County may work on misplaced Dan Dr.
Staff writer
Vicki Hoffer, who lives on Lakeshore Dr. at the county lake, is tired of her young grandchildren being endangered by people driving into her driveway as they travel Dan Dr.
“I’ve lived here since 1984, and that whole time it’s been a public road,” she said.
Hoffer told county commissioners Tuesday that the boys, ages 4 and 5, like to play in her driveway but people speed down Dan Dr. and tear up her driveway just to the north of the platted street because it seems that’s where the street goes.
“I’m just very concerned about my grandsons here,” she said.
She said people driving motorbikes are “just ripping up and down the road.”
Hoffer was concerned about volume and speed of traffic on the road.
Hoffer said she didn’t want to see the road completely closed.
“I’m not trying to make it hard for anybody else, or my neighbors, I’m just trying to keep people off my driveway,” Hoffer said.

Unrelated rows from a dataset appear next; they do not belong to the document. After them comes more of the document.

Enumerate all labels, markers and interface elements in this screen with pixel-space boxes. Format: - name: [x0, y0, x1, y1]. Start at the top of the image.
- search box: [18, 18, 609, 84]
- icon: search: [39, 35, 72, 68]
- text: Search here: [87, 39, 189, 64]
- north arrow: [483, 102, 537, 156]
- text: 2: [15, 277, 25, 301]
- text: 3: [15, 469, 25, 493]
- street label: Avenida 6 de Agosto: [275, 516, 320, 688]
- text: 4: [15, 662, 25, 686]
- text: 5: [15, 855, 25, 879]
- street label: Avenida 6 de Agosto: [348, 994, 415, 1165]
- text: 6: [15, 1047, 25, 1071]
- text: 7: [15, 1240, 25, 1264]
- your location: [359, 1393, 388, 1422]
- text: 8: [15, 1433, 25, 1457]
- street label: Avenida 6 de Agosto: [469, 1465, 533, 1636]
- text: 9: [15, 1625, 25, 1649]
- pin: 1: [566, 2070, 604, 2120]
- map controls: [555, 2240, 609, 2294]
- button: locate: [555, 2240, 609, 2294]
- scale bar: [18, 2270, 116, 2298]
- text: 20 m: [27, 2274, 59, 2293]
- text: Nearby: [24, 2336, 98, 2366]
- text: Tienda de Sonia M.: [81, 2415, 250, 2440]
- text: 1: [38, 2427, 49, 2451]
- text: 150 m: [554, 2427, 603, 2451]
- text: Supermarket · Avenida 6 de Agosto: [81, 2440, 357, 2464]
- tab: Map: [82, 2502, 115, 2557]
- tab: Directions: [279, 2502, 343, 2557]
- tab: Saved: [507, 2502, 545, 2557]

County engineer Brice Goebel said he thought the public had misconceptions about where the road was and where it wasn’t.
Some public maps show Dan Dr. continuing to the lake via Hoffer’s driveway. Others do not.
The road was platted to run straight toward Lakeshore Dr., but actually curves off onto Hoffer’s driveway.
Goebel said the angle of the road would make it “very, very difficult” to do anything with it.
“As far as making that road straight down there, I’d need something like a culvert,” Goebel said.
Goebel said if the county would straighten the road, people would likely go down the straightened road instead of the route they now take.
“Can the county afford to build a road to service two people?” commissioner Dave Crofoot said.
Commissioner Kent Becker asked whether Dan Dr. was a designated county road. Goebel said it was to a certain point.
Dallke said he thought commissioners should go look at the area and build alongside her property, giving her property back so she could fence it off.
Crofoot suggested they table the issue and each take a look at the Dan Dr. situation.
Commissioners voted to take the issue back up Feb. 7.
“We’ll probably get some suggestions from the public now,” Crofoot said.
“I’m sure we will,” county clerk Tina Spencer said.